▸ Your goal
Each line of the data has to be written out again exactly as shown.

(Records excerpted from a collection)
»»

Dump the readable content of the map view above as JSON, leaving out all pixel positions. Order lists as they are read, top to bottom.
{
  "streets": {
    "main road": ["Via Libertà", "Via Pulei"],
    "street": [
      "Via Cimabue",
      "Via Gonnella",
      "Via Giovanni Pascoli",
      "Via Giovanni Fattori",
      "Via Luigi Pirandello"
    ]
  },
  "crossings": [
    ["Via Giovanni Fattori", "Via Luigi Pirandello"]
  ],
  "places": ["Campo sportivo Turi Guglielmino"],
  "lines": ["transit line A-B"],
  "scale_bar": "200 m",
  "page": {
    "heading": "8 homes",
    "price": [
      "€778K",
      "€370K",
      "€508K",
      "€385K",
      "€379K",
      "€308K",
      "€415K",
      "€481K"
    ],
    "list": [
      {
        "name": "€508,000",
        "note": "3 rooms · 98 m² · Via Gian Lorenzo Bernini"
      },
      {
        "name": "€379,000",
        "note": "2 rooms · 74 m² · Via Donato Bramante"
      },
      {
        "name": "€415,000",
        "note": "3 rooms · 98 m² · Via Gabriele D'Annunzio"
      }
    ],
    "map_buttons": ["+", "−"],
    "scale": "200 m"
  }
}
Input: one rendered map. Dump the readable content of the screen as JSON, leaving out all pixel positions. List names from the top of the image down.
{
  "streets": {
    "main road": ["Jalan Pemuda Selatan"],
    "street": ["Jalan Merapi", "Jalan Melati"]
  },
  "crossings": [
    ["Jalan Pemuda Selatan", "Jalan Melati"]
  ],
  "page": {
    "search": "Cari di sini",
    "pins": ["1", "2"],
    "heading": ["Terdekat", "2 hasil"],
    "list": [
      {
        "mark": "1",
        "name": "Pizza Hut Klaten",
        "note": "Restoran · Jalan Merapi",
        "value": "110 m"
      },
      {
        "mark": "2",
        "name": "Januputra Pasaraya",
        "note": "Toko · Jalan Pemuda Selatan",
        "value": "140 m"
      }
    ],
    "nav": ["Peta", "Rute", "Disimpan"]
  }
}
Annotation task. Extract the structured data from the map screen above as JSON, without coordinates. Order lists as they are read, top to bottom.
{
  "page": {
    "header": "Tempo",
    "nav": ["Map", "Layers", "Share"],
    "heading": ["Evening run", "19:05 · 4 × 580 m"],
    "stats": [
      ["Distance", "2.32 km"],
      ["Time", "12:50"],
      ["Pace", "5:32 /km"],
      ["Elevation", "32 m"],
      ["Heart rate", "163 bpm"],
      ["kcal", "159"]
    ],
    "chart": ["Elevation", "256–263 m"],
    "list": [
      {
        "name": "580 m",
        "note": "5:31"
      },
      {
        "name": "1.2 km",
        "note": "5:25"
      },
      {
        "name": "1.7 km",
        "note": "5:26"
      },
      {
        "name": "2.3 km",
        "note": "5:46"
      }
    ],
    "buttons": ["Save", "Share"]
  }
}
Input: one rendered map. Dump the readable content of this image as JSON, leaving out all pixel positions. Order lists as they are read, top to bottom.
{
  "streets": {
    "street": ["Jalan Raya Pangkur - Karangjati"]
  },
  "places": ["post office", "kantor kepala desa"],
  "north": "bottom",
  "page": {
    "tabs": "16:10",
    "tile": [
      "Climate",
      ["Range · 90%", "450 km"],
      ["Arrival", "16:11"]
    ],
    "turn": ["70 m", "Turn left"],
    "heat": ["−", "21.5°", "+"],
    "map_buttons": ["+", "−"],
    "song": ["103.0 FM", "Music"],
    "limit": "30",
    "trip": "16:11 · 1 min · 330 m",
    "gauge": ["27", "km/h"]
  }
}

««

▸ Finished task
Dump the readable content of the map view above as JSON, leaving out all pixel positions. Order lists as they are read, top to bottom.
{
  "streets": {
    "main road": ["Via Libertà", "Via Pulei"],
    "street": [
      "Via Cimabue",
      "Via Gonnella",
      "Via Giovanni Pascoli",
      "Via Giovanni Fattori",
      "Via Luigi Pirandello"
    ]
  },
  "crossings": [
    ["Via Giovanni Fattori", "Via Luigi Pirandello"]
  ],
  "places": ["Campo sportivo Turi Guglielmino"],
  "lines": ["transit line A-B"],
  "scale_bar": "200 m",
  "page": {
    "heading": "8 homes",
    "price": [
      "€778K",
      "€370K",
      "€508K",
      "€385K",
      "€379K",
      "€308K",
      "€415K",
      "€481K"
    ],
    "list": [
      {
        "name": "€508,000",
        "note": "3 rooms · 98 m² · Via Gian Lorenzo Bernini"
      },
      {
        "name": "€379,000",
        "note": "2 rooms · 74 m² · Via Donato Bramante"
      },
      {
        "name": "€415,000",
        "note": "3 rooms · 98 m² · Via Gabriele D'Annunzio"
      }
    ],
    "map_buttons": ["+", "−"],
    "scale": "200 m"
  }
}
Input: one rendered map. Dump the readable content of the screen as JSON, leaving out all pixel positions. List names from the top of the image down.
{
  "streets": {
    "main road": ["Jalan Pemuda Selatan"],
    "street": ["Jalan Merapi", "Jalan Melati"]
  },
  "crossings": [
    ["Jalan Pemuda Selatan", "Jalan Melati"]
  ],
  "page": {
    "search": "Cari di sini",
    "pins": ["1", "2"],
    "heading": ["Terdekat", "2 hasil"],
    "list": [
      {
        "mark": "1",
        "name": "Pizza Hut Klaten",
        "note": "Restoran · Jalan Merapi",
        "value": "110 m"
      },
      {
        "mark": "2",
        "name": "Januputra Pasaraya",
        "note": "Toko · Jalan Pemuda Selatan",
        "value": "140 m"
      }
    ],
    "nav": ["Peta", "Rute", "Disimpan"]
  }
}
Annotation task. Extract the structured data from the map screen above as JSON, without coordinates. Order lists as they are read, top to bottom.
{
  "page": {
    "header": "Tempo",
    "nav": ["Map", "Layers", "Share"],
    "heading": ["Evening run", "19:05 · 4 × 580 m"],
    "stats": [
      ["Distance", "2.32 km"],
      ["Time", "12:50"],
      ["Pace", "5:32 /km"],
      ["Elevation", "32 m"],
      ["Heart rate", "163 bpm"],
      ["kcal", "159"]
    ],
    "chart": ["Elevation", "256–263 m"],
    "list": [
      {
        "name": "580 m",
        "note": "5:31"
      },
      {
        "name": "1.2 km",
        "note": "5:25"
      },
      {
        "name": "1.7 km",
        "note": "5:26"
      },
      {
        "name": "2.3 km",
        "note": "5:46"
      }
    ],
    "buttons": ["Save", "Share"]
  }
}
Input: one rendered map. Dump the readable content of this image as JSON, leaving out all pixel positions. Order lists as they are read, top to bottom.
{
  "streets": {
    "street": ["Jalan Raya Pangkur - Karangjati"]
  },
  "places": ["post office", "kantor kepala desa"],
  "north": "bottom",
  "page": {
    "tabs": "16:10",
    "tile": [
      "Climate",
      ["Range · 90%", "450 km"],
      ["Arrival", "16:11"]
    ],
    "turn": ["70 m", "Turn left"],
    "heat": ["−", "21.5°", "+"],
    "map_buttons": ["+", "−"],
    "song": ["103.0 FM", "Music"],
    "limit": "30",
    "trip": "16:11 · 1 min · 330 m",
    "gauge": ["27", "km/h"]
  }
}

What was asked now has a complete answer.